# Getting Started#

## Overview#

`lib_xcore_math`

is a library containing efficient implementations of various mathematical
operations that may be required in an embedded application. In particular, this library is geared
towards operations which work on vectors or arrays of data, including vectorized arithmetic,
linear filtering, and fast Fourier transforms.

This library comprises several sub-APIs. Grouping of operations into sub-APIs is a matter of conceptual convenience. In general, functions from a given API share a common prefix indicating which API the function comes from, or the type of object on which it acts. Additionally, there is some interdependence between these APIs.

These APIs are:

Block floating-point (BFP) API – High-level API providing operations on BFP vectors. See Block Floating-Point Background for an introduction to block floating-point. These functions manage the exponents and headroom of input and output BFP vectors to avoid overflow and underflow conditions.

Vector/Array API – Lower-level API which is used heavily by the BFP API. As such, the operations available in this API are similar to those in the BFP API, but the user will have to manage exponents and headroom on their own. Many of these routines are implemented directly in optimized assembly to use the hardware as efficiently as possible.

Scalar API – Provides various operations on scalar objects. In particular, these operations focus on simple arithmetic operations applied to non-IEEE 754 floating-point objects, as well as optimized operations which are applied to IEEE 754

`floats`

.Filtering API – Provides access to linear filtering operations, including 16- and 32-bit FIR filters and 32-bit biquad filters.

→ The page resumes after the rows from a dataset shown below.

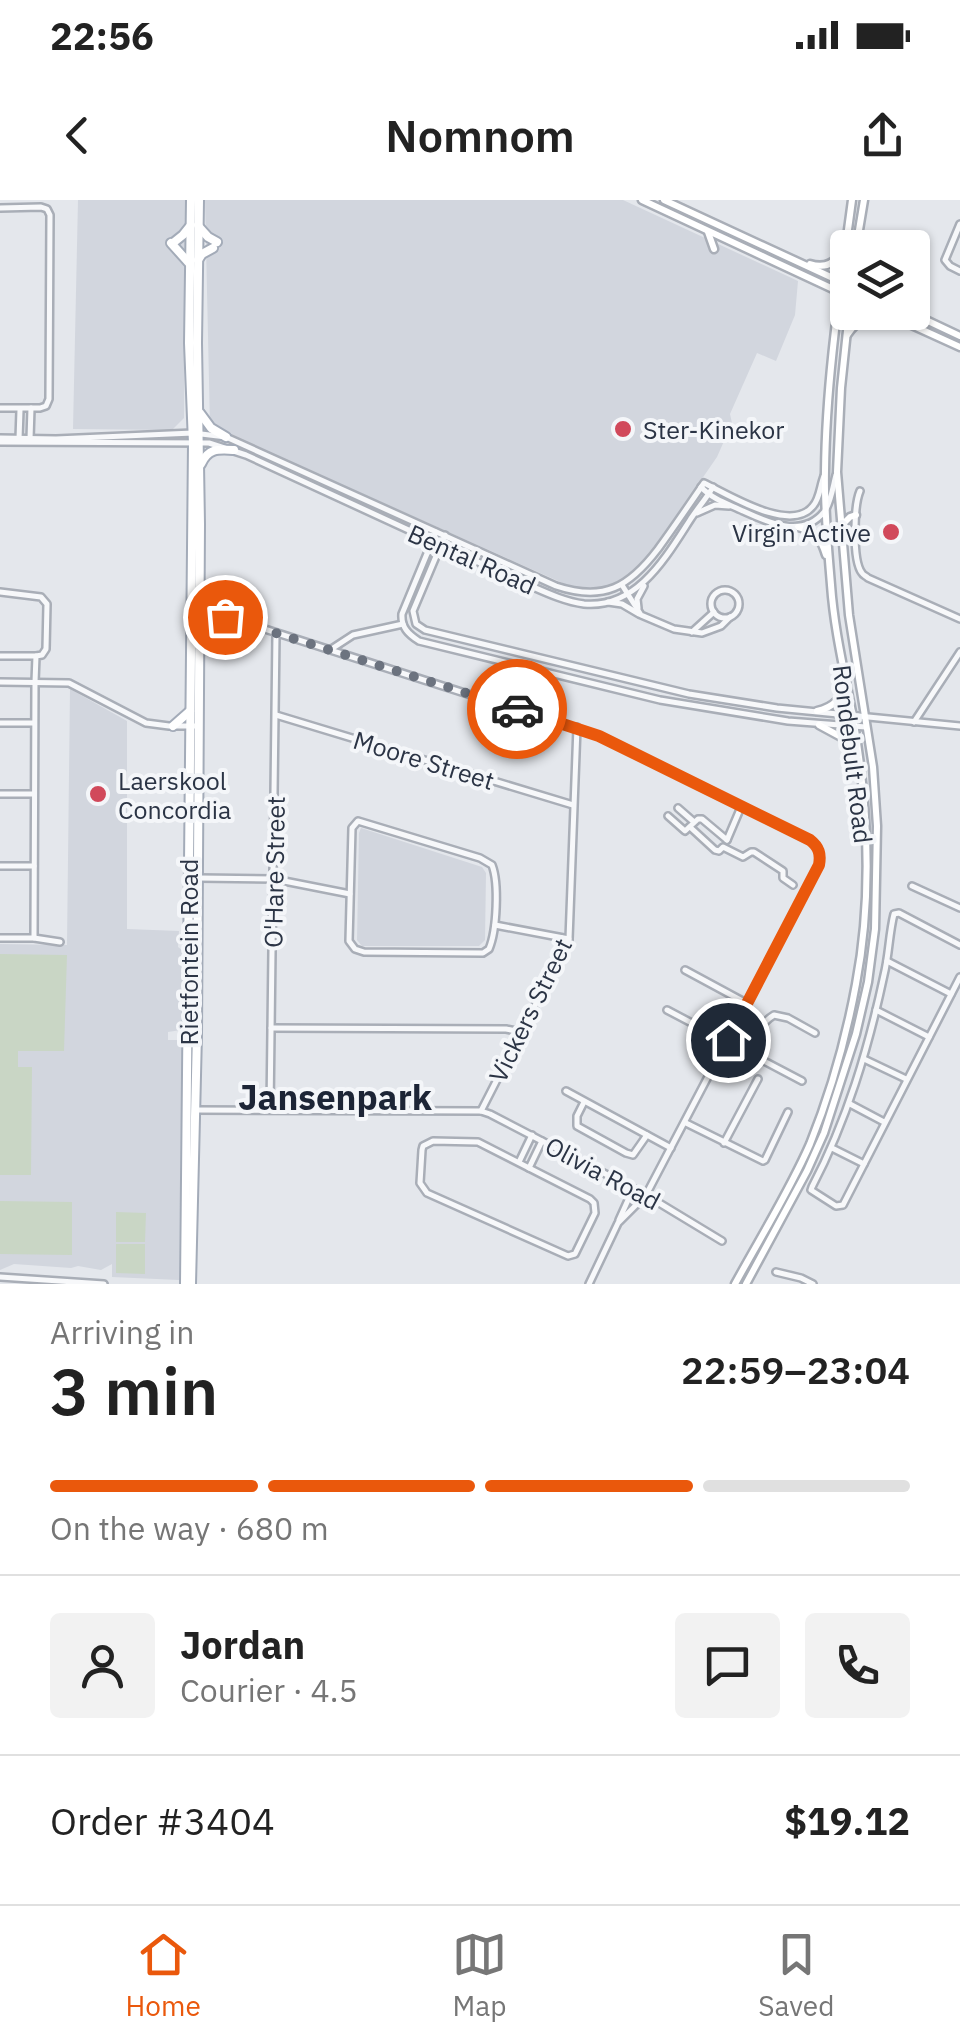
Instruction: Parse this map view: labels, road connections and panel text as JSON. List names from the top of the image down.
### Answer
{
  "streets": {
    "main road": ["Rondebult Road", "Rietfontein Road"],
    "street": [
      "Bental Road",
      "Moore Street",
      "O'Hare Street",
      "Vickers Street",
      "Olivia Road"
    ]
  },
  "crossings": [
    ["Bental Road", "Rietfontein Road"],
    ["Moore Street", "O'Hare Street"],
    ["Moore Street", "Vickers Street"],
    ["Vickers Street", "Olivia Road"]
  ],
  "districts": ["Jansenpark"],
  "places": ["Ster-Kinekor", "Virgin Active", "Laerskool Concordia"],
  "page": {
    "status": "22:56",
    "header": "Nomnom",
    "heading": ["3 min", "Arriving in", "22:59–23:04"],
    "panel": [
      "Jordan",
      "Courier · 4.5",
      "Order #3404",
      "$19.12"
    ],
    "bar": "On the way · 680 m",
    "tabs": ["Home", "Map", "Saved"]
  }
}
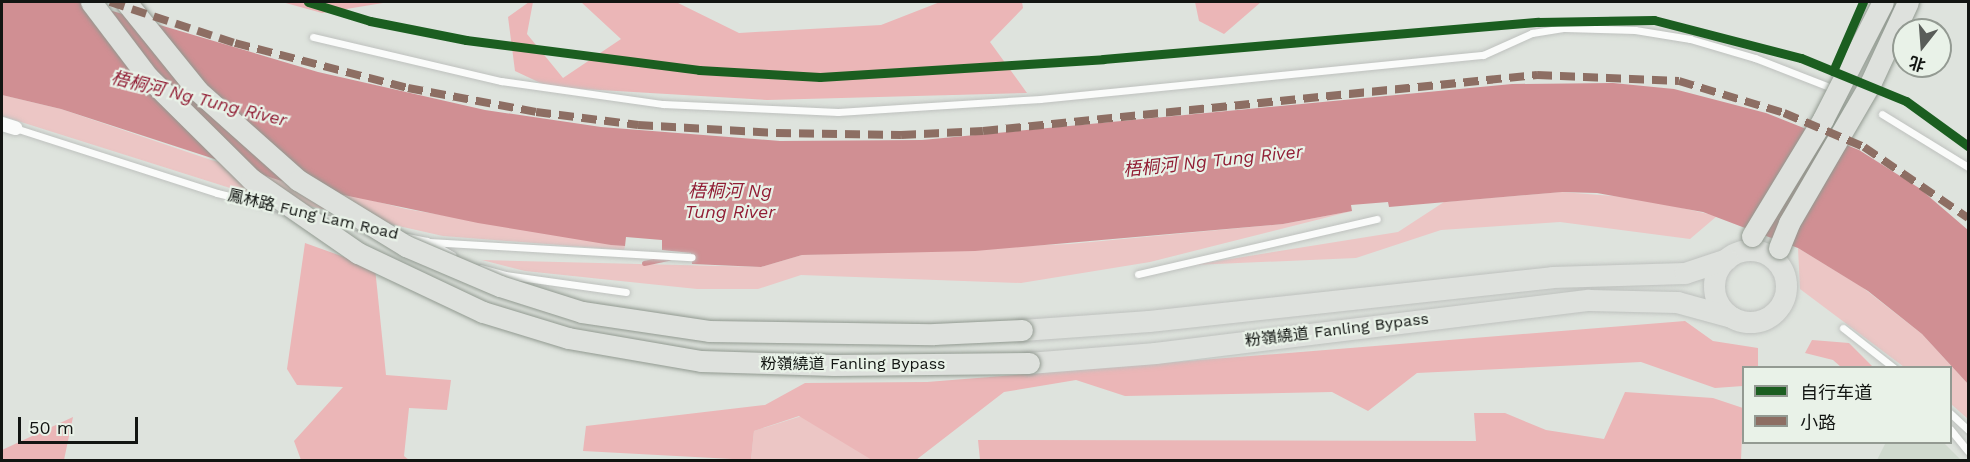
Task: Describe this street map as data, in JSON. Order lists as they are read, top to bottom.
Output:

Fast Fourier Transform (FFT) API – Provides both low-level and block floating-point FFT implementations. Optimized FFT implementations are provided for real signals, pairs of real signals, and for complex signals.

Discrete Cosine Transform (DCT) API – Provides functions which implement the type-II (‘forward’) and type-III (‘inverse’) DCT for a variety of block lengths. Also provides a fast 8x8 two dimensional forward and inverse DCT.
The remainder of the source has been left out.